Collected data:
= = = = =

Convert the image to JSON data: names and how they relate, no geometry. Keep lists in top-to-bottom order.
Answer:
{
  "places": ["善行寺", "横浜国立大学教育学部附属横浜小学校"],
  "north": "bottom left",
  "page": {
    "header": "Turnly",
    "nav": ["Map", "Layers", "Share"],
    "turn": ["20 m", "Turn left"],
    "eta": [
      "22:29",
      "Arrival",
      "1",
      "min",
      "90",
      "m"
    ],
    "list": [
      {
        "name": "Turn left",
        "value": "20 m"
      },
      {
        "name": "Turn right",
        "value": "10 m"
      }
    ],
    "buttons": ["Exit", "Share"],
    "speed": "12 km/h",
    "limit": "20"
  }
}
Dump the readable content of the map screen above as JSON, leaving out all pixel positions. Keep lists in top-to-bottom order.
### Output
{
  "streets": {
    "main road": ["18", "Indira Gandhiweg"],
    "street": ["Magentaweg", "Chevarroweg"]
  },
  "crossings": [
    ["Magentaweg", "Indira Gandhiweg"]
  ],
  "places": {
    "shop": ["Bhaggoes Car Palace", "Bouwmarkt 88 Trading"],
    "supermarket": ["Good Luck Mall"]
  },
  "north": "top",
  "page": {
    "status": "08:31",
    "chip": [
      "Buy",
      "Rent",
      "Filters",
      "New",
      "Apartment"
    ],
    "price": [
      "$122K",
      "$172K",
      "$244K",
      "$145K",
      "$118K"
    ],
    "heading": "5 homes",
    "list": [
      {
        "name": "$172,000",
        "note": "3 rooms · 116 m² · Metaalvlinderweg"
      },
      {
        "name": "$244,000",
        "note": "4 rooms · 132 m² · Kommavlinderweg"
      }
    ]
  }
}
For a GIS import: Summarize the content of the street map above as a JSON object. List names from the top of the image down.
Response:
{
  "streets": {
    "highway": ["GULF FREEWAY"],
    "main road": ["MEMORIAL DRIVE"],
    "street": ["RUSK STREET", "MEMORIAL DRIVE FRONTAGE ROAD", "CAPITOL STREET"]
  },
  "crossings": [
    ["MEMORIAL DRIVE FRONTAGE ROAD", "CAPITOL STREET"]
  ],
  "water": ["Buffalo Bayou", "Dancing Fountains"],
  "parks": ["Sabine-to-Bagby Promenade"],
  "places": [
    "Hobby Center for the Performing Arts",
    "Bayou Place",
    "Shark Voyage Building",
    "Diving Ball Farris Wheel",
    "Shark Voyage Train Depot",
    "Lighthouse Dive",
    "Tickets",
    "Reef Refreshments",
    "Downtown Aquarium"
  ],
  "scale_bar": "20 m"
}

= = = = =

> [INSTRUCTIONS TO FOLLOW]
Repeat the data exactly, with every line included.

> [SOLUTION FOR THIS PROBLEM]
Convert the image to JSON data: names and how they relate, no geometry. Keep lists in top-to-bottom order.
Answer:
{
  "places": ["善行寺", "横浜国立大学教育学部附属横浜小学校"],
  "north": "bottom left",
  "page": {
    "header": "Turnly",
    "nav": ["Map", "Layers", "Share"],
    "turn": ["20 m", "Turn left"],
    "eta": [
      "22:29",
      "Arrival",
      "1",
      "min",
      "90",
      "m"
    ],
    "list": [
      {
        "name": "Turn left",
        "value": "20 m"
      },
      {
        "name": "Turn right",
        "value": "10 m"
      }
    ],
    "buttons": ["Exit", "Share"],
    "speed": "12 km/h",
    "limit": "20"
  }
}
Dump the readable content of the map screen above as JSON, leaving out all pixel positions. Keep lists in top-to-bottom order.
### Output
{
  "streets": {
    "main road": ["18", "Indira Gandhiweg"],
    "street": ["Magentaweg", "Chevarroweg"]
  },
  "crossings": [
    ["Magentaweg", "Indira Gandhiweg"]
  ],
  "places": {
    "shop": ["Bhaggoes Car Palace", "Bouwmarkt 88 Trading"],
    "supermarket": ["Good Luck Mall"]
  },
  "north": "top",
  "page": {
    "status": "08:31",
    "chip": [
      "Buy",
      "Rent",
      "Filters",
      "New",
      "Apartment"
    ],
    "price": [
      "$122K",
      "$172K",
      "$244K",
      "$145K",
      "$118K"
    ],
    "heading": "5 homes",
    "list": [
      {
        "name": "$172,000",
        "note": "3 rooms · 116 m² · Metaalvlinderweg"
      },
      {
        "name": "$244,000",
        "note": "4 rooms · 132 m² · Kommavlinderweg"
      }
    ]
  }
}
For a GIS import: Summarize the content of the street map above as a JSON object. List names from the top of the image down.
Response:
{
  "streets": {
    "highway": ["GULF FREEWAY"],
    "main road": ["MEMORIAL DRIVE"],
    "street": ["RUSK STREET", "MEMORIAL DRIVE FRONTAGE ROAD", "CAPITOL STREET"]
  },
  "crossings": [
    ["MEMORIAL DRIVE FRONTAGE ROAD", "CAPITOL STREET"]
  ],
  "water": ["Buffalo Bayou", "Dancing Fountains"],
  "parks": ["Sabine-to-Bagby Promenade"],
  "places": [
    "Hobby Center for the Performing Arts",
    "Bayou Place",
    "Shark Voyage Building",
    "Diving Ball Farris Wheel",
    "Shark Voyage Train Depot",
    "Lighthouse Dive",
    "Tickets",
    "Reef Refreshments",
    "Downtown Aquarium"
  ],
  "scale_bar": "20 m"
}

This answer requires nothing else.